Another can you give me some suggestions about the source follower. because the output has to connect to 10pf Cap, so the delay-time should be considered .
 

It depends how 10pF capacitor is connected to the source and the load.
 

In the interface between different ligic level application , we often open drain output with a pull up res.

The output with 10pF cap. you can tune the NMOS driver capability and pull up res.
 

i know the opendrain ,but the delay is too large. so i give up it!
 

i am designing a circuit.
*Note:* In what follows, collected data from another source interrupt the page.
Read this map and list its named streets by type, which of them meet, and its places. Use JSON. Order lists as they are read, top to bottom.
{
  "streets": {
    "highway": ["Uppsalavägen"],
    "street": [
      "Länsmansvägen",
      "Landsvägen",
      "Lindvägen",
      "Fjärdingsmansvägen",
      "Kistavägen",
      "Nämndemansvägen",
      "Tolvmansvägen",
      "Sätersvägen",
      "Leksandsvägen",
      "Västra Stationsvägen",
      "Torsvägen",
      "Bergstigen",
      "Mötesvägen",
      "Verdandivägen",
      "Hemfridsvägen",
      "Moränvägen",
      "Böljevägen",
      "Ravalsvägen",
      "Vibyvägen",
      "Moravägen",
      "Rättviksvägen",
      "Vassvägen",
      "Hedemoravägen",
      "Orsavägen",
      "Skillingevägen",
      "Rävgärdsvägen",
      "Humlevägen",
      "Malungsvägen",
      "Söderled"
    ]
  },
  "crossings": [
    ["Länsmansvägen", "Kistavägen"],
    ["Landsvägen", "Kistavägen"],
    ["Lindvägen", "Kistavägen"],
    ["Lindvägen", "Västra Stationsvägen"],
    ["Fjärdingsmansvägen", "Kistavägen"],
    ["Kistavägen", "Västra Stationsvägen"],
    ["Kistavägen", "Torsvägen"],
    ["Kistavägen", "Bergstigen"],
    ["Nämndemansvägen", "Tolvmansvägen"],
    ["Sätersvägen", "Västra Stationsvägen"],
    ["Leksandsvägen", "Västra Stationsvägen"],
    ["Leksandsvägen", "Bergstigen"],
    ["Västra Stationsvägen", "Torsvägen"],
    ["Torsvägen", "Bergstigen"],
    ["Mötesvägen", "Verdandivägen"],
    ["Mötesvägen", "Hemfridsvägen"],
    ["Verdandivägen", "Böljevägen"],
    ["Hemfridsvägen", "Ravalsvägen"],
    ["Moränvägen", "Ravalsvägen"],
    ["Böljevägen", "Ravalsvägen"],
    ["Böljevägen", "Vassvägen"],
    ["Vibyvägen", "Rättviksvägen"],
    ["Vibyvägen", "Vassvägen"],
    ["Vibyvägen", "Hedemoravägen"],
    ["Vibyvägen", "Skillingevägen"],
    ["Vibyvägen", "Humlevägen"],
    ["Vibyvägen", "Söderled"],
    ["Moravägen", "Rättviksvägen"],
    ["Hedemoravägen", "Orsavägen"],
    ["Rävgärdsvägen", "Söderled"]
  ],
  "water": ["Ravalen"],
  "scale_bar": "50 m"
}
The power is 2.5v, adn the input signal level 2.5v with

25M. I want the output signal level is 1.5v.
Click to expand...

I have questions about ur problem
1. what is 2.5V with 25M ? do u mean 25mV or 25MHz ? input signal level 2.5V is the DC level ?
2. do u have 1.5V power supply ?
3. do ur signal is clock (full swing 0~2.5V), or it is a analog signal ?
4. what's ur load for the 1.5V output ?
5. what application?
 

hi Btrend

1: the input signal is clock signal with full swing of 0- 2.5v, the frequency is 25M.
2: i have no 1.5v POwer. so it is problem.
3:the signal is a clock.
4: the load of output is a PIN, who has a 10pf cap.
5: it is a level shif.
 

level shift from high voltage to low voltage is easy, what u want to do are:
1. produce a 1.5V power supply from 2.5V using LDO like topology
2. cascade two inverters to form a buffer and their VCC connect to 1.5V from (1)
3. 10pF is no problem, if u sizing the final inverter in (2)
 

cascade two inverters to form a buffer ??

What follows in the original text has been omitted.